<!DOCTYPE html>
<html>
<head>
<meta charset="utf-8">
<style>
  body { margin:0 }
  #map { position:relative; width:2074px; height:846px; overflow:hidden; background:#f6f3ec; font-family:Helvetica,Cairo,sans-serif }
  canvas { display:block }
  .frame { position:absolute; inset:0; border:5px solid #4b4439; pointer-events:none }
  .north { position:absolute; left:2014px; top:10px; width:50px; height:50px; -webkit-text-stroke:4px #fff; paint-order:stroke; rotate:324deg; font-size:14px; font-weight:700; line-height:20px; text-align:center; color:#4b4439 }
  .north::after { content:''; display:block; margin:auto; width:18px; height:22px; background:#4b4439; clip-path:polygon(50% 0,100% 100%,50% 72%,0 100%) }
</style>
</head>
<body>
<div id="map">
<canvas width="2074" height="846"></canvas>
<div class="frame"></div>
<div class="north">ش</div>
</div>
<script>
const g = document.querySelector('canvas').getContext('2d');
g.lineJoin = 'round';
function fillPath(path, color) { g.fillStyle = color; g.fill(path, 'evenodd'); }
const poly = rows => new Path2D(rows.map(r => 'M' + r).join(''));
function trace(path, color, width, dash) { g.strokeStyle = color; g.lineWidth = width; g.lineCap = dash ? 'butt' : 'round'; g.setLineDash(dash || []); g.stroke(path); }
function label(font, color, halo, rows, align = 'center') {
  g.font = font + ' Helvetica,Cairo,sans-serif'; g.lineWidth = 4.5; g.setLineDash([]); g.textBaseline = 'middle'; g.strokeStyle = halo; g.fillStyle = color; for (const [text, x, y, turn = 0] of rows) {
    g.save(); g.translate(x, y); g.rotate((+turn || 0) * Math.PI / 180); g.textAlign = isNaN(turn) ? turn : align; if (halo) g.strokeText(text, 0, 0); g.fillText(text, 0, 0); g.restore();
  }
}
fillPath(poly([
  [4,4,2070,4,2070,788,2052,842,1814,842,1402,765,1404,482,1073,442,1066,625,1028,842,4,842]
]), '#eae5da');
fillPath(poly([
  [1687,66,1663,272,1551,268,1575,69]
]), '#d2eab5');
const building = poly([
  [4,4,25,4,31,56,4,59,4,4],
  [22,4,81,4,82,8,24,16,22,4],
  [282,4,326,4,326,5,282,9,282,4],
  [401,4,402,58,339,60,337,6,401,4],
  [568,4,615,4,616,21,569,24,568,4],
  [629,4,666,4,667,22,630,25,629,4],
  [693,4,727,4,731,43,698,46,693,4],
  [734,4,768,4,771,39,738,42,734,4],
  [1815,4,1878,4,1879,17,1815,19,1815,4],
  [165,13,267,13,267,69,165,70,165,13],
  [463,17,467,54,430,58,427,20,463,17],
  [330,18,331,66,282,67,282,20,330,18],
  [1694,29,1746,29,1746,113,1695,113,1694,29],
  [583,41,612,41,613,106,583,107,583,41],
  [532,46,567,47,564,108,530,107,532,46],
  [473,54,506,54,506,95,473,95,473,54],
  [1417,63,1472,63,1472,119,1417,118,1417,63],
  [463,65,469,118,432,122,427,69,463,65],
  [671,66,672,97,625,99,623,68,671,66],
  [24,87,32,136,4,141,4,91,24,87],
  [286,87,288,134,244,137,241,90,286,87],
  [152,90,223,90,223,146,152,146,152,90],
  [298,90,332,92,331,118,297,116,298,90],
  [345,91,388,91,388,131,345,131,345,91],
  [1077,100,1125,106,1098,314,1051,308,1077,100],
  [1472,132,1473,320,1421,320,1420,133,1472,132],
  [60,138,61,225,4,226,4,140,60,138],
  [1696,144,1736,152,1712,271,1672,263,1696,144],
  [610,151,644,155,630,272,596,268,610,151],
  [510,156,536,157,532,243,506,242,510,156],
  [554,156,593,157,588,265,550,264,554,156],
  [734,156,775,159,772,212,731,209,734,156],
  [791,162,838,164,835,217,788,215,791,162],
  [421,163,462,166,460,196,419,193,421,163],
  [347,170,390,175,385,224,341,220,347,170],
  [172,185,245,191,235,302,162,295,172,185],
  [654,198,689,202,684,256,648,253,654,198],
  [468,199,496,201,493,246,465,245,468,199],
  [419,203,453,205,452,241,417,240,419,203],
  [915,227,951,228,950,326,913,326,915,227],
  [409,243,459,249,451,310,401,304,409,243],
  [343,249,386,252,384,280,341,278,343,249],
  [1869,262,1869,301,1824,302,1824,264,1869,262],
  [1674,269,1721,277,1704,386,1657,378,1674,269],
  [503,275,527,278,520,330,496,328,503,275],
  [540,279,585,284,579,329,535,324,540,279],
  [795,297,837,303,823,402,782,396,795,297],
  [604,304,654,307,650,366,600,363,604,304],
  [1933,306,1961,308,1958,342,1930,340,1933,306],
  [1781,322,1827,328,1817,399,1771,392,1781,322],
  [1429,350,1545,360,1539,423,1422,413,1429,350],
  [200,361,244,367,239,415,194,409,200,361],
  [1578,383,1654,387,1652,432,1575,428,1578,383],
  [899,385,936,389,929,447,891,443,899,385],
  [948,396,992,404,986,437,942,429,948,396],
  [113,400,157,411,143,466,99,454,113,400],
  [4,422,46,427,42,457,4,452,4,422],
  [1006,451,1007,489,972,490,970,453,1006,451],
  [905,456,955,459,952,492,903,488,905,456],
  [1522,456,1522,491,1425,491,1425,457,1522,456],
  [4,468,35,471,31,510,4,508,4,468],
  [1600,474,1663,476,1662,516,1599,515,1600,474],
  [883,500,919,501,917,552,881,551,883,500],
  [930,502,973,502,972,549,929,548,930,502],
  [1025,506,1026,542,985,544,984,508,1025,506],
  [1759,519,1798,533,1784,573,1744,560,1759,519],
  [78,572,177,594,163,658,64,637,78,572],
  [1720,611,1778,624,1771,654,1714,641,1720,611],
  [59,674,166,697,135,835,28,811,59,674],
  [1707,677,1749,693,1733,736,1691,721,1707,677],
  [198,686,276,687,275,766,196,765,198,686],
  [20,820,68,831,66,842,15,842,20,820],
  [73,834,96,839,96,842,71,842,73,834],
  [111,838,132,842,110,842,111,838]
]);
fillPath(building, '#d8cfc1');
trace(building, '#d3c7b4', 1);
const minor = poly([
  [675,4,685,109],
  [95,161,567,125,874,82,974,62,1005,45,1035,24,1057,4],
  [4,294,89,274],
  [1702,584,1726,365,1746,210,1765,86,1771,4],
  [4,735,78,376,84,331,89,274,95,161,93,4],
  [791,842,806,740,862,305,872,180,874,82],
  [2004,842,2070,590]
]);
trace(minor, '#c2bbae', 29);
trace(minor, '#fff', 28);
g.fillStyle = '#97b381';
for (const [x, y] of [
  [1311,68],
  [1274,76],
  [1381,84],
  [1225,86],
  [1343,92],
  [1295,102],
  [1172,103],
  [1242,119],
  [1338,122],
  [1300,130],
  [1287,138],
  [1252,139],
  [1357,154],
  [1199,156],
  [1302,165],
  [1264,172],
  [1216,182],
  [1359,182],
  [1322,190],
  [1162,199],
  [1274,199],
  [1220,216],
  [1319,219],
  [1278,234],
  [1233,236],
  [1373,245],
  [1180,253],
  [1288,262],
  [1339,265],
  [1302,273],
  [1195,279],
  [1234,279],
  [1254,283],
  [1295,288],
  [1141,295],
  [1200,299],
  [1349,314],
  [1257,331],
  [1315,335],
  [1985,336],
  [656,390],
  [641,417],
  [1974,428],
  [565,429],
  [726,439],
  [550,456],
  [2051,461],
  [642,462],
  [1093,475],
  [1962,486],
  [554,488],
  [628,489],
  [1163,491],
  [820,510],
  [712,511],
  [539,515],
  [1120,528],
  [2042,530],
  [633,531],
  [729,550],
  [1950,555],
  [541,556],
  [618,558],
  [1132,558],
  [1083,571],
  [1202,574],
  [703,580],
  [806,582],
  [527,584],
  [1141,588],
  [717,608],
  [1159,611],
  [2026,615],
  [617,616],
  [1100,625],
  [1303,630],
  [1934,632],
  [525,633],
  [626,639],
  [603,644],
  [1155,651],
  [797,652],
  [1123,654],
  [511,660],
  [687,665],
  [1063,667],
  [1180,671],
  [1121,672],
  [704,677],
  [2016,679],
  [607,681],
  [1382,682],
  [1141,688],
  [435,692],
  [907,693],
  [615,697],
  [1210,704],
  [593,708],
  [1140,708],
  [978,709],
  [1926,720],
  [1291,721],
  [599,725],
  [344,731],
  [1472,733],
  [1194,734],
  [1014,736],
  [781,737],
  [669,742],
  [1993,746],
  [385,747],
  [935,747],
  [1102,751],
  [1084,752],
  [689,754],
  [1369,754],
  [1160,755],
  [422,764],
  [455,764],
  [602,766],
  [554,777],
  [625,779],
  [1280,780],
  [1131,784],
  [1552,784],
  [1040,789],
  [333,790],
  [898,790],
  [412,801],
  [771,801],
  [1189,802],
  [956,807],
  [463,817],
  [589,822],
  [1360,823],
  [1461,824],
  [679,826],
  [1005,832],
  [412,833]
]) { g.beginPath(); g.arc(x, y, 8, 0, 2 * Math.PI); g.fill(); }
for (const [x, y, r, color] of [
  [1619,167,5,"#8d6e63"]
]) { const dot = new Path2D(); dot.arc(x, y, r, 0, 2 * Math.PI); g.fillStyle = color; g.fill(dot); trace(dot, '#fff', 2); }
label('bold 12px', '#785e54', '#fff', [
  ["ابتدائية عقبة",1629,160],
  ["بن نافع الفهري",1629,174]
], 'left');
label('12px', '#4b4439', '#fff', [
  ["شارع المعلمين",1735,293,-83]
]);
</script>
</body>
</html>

→ **The problem**: Take each line from the preceding material that contains "minor" and copy it.

→ **Response**:
const minor = poly([
trace(minor, '#c2bbae', 29);
trace(minor, '#fff', 28);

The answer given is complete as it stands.